The intention of such measures would be to further stimulate the housing market, which has shown few signs of improvement despite the rebound in numerous other sectors of the U.S. economy since 2009.
Judging by recent history, another round of quantitative easing would almost certainly be positive for gold prices and other precious metals.
This morning, Reuters published a story with several comments from various Fed members regarding additional monetary policy easing. Highlights of the story are below:
“There is need, and ample room, for additional measures to increase aggregate demand in the near to medium term, particularly in light of the limited upside risks to inflation over the medium term,” said Tarullo, who as a Fed Governor has a permanent vote on monetary policy.
Because the ongoing housing problems are so central to the recession and the anemic nature of the subsequent expansion, the Fed should refocus its efforts on housing, Tarullo said.
“I believe we should move back up toward the top of the list of options the large-scale purchase of additional mortgage-backed securities,” he added. The Fed bought $1.25 trillion worth of mortgage-related debt, starting in 2009.
Tarullo said the effectiveness of an MBS purchase program could be improved by further action to help borrowers whose mortgages are worth more than their homes.

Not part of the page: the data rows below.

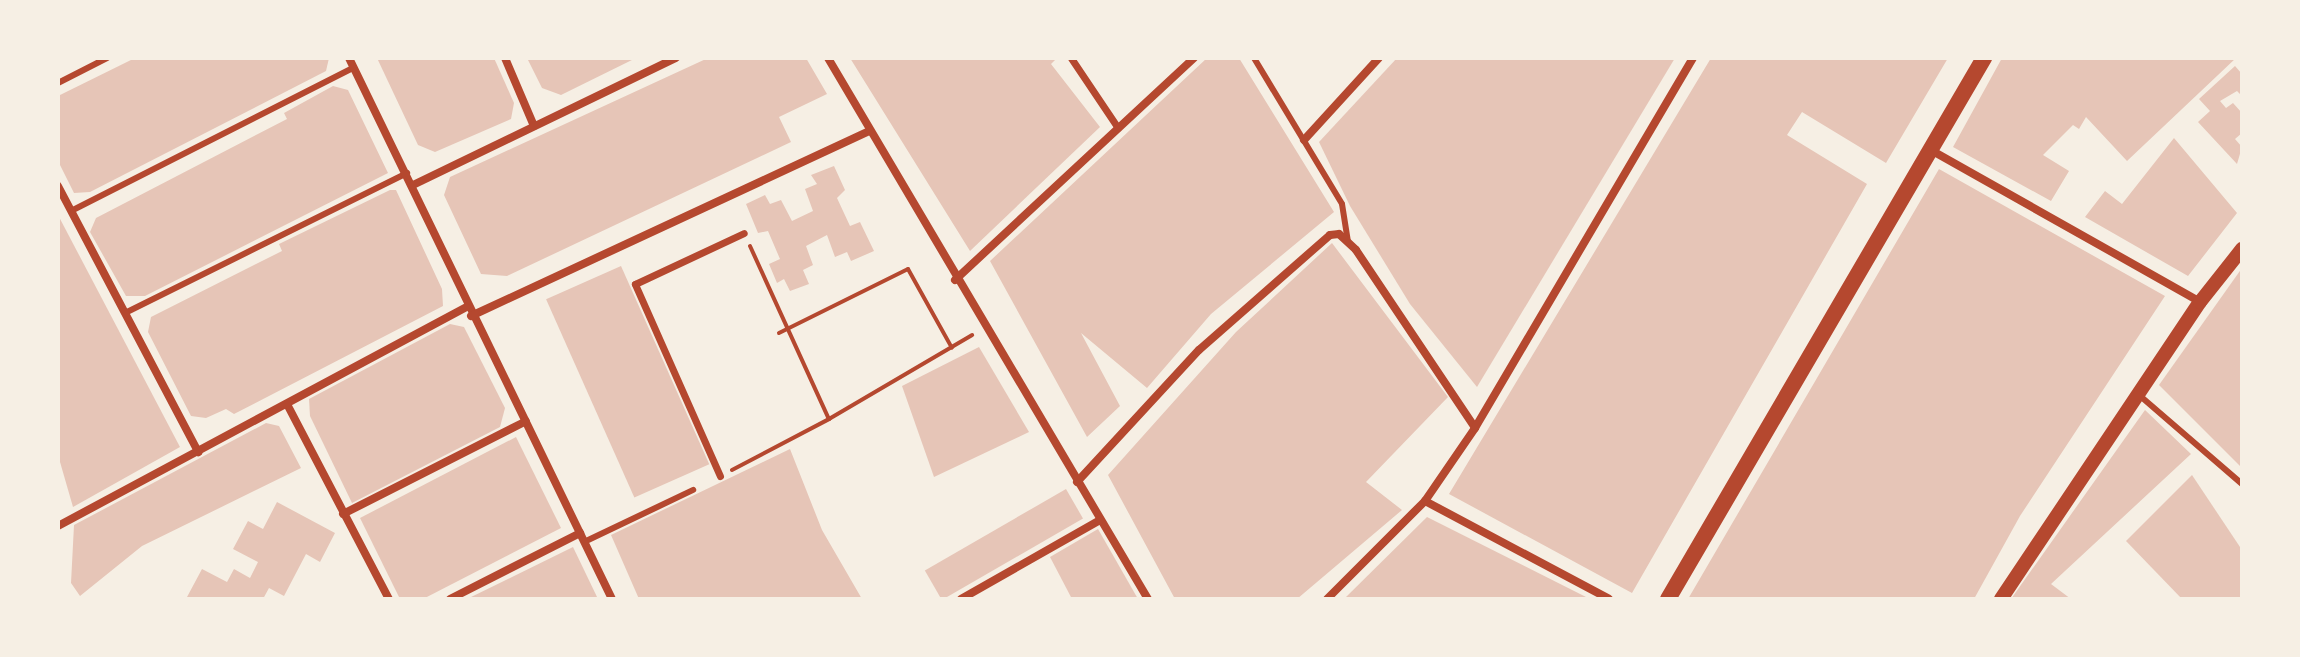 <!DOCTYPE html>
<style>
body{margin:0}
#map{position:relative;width:2300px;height:657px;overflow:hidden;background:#f6efe4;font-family:Raleway,sans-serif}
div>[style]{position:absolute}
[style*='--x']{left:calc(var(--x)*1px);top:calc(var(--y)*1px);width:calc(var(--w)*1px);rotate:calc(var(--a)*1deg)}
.building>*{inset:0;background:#e6c5b7;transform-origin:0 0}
.path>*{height:4px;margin:-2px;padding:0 2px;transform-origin:2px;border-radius:2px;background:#b5482f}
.service>*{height:6px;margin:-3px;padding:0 3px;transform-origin:3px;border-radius:3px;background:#b5482f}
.pedestrian>*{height:7px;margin:-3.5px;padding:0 3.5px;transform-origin:3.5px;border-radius:3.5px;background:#b5482f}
.minor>*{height:8px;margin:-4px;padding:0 4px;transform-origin:4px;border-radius:4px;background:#b5482f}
.tertiary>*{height:14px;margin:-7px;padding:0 7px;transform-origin:7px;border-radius:7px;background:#b5482f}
.secondary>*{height:16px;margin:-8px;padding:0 8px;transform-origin:8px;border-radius:8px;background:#b5482f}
span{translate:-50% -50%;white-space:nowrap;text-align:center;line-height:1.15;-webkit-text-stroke:6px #f6efe4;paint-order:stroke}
.frame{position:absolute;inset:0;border:60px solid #f6efe4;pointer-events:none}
</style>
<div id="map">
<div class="building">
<i style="clip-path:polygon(135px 58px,329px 58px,326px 71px,90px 192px,74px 193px,58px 161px,58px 96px)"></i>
<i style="clip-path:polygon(377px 58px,494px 58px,514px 103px,511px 119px,435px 152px,418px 145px)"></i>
<i style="clip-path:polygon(527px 58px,636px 58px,561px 95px,542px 88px)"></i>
<i style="clip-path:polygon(708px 58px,806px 58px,827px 94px,779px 117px,791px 142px,507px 276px,481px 274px,444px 195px,450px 177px)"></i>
<i style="clip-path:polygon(850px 58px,1057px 58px,1051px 64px,1100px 127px,970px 251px)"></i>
<i style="clip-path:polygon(1207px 58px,1239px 58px,1334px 212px,1211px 314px,1147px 388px,1081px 333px,1120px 406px,1087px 437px,990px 261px)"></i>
<i style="clip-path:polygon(1397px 58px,1675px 58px,1477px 387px,1410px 304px,1350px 206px,1319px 142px)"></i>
<i style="clip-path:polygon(1711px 58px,1948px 58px,1886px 163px,1802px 112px,1787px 135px,1867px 184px,1632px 593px,1449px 494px)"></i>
<i style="clip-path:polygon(2002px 58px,2236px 58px,2127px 161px,2086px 117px,2079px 129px,2073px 125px,2043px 155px,2069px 171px,2051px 201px,1953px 147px)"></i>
<i style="clip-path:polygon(2235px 66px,2242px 74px,2242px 96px,2237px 91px,2220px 101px,2226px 108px,2233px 103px,2242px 113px,2242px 133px,2235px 139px,2242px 147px,2237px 164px,2198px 122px,2210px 111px,2199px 99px)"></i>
<i style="clip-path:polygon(333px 86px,348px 90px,388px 173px,145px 296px,126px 296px,90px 232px,96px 218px,287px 119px,284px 113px)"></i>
<i style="clip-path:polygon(2174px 138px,2237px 213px,2188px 276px,2085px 217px,2105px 191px,2122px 204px)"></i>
<i style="clip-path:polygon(834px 166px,845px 190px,837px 198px,850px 226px,860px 222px,874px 251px,851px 261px,847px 252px,835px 257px,827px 235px,806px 246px,813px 265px,803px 270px,809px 284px,790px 291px,784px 279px,777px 283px,769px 264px,780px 259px,768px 231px,758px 233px,746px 204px,765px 195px,770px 204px,781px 200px,792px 221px,813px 211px,805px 189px,817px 184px,811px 175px)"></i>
<i style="clip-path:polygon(1939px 169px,2165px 296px,2020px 516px,1974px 599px,1688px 599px)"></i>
<i style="clip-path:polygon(390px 190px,396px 190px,442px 289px,443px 306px,234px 414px,226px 409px,206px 418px,191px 416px,148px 332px,151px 317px,282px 251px,279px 244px)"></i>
<i style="clip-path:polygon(58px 215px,180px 447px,73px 507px,58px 455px)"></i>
<i style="clip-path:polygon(1332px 243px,1448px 397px,1366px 482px,1402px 510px,1297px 599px,1175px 599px,1108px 475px,1236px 332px)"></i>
<i style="left:621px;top:266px;width:217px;height:82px;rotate:66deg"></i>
<i style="clip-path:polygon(2242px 268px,2242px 468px,2159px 385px)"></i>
<i style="clip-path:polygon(450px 324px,464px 327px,505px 408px,500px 427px,352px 503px,310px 416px,309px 399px)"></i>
<i style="clip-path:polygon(979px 347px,1029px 432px,934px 477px,902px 386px)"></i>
<i style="clip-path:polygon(2145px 410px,2191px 454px,2051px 584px,2071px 599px,2011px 599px)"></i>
<i style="clip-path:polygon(266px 423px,279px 426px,301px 468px,142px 546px,80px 596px,71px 583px,74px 525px)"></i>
<i style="clip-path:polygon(516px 437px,561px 528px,423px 599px,400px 599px,360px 518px)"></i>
<i style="clip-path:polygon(790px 449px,822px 530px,862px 599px,639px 599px,611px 535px)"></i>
<i style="clip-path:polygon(2192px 475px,2242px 550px,2242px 599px,2182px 599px,2126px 541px)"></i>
<i style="left:1066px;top:489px;width:34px;height:163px;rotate:60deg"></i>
<i style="clip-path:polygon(277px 502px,335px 533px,320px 562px,306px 554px,284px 596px,269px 588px,263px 599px,187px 597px,202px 569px,227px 582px,234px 569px,250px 578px,258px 562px,233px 549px,248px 521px,263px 529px)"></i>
<i style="clip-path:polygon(1427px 517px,1590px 599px,1344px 599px)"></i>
<i style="clip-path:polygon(1098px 529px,1138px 599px,1072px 599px,1050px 557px)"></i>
<i style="clip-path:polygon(573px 547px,598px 599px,467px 599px)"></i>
</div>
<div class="path">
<i style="--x:750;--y:246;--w:190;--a:65.5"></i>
<i style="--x:829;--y:419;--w:166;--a:-30.4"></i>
<i style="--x:779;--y:333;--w:144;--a:-26.4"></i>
<i style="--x:908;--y:269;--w:90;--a:60.9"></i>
<i style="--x:732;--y:470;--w:110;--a:-27.7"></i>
</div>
<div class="service">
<i style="--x:1254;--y:58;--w:170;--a:58.9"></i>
<i style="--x:1342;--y:204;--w:36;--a:81"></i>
<i style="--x:58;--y:83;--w:55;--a:-27"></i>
<i style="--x:71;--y:211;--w:316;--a:-26.9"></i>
<i style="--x:125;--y:313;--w:315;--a:-26.4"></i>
<i style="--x:2139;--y:395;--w:136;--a:40.8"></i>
<i style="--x:584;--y:542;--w:121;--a:-25.5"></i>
</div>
<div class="pedestrian">
<i style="--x:1071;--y:58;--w:84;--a:56.1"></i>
<i style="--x:720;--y:476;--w:210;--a:-113.9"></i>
<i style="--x:635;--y:284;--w:120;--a:-25.1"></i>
</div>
<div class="minor">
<i style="--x:349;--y:58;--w:602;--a:64.07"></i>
<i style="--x:505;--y:58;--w:74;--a:66.9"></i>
<i style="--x:828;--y:58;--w:629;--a:59.4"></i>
<i style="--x:1304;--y:140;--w:111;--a:-47.6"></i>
<i style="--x:1929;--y:149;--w:311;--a:29.4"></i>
<i style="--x:413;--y:185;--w:292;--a:-25.8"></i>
<i style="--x:58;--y:186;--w:301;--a:62.2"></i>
<i style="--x:955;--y:280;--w:326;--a:-42.9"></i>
<i style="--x:471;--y:316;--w:440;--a:-24.9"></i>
<i style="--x:288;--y:406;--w:218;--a:62.4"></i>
<i style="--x:1077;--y:482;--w:180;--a:-47.3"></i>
<i style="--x:1199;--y:350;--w:174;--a:-41.3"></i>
<i style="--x:1330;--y:235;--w:9;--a:-6"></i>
<i style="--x:1339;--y:234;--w:23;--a:43"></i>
<i style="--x:1356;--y:250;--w:214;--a:56.2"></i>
<i style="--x:1425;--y:501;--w:208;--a:28"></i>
<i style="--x:343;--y:514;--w:205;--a:-26.9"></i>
<i style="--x:58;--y:526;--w:463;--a:-28.2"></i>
<i style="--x:450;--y:599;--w:146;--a:-26.9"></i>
<i style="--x:961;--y:599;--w:160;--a:-29.6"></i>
<i style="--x:1327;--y:599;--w:139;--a:-45"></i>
<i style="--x:1425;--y:501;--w:88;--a:-55.6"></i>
<i style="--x:1475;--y:428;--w:429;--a:-59.5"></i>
</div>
<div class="tertiary">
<i style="--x:2001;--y:599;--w:358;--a:-56.2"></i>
<i style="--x:2200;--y:302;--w:68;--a:-51.6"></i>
</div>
<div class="secondary">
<i style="--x:1668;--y:599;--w:627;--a:-59.71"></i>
</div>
<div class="frame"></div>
</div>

He suggested a government program that helps borrowers whose loans are backed by Fannie Mae and Freddie Mac which could be adjusted, but also said steps could be taken to help underwater borrowers whose loans are not guaranteed by the two government-controlled firms.
“Policy changes directed at this last, larger group of homeowners would have to be carefully designed so as not to transfer credit risk from private investors to the government, and could well require legislation,” he said.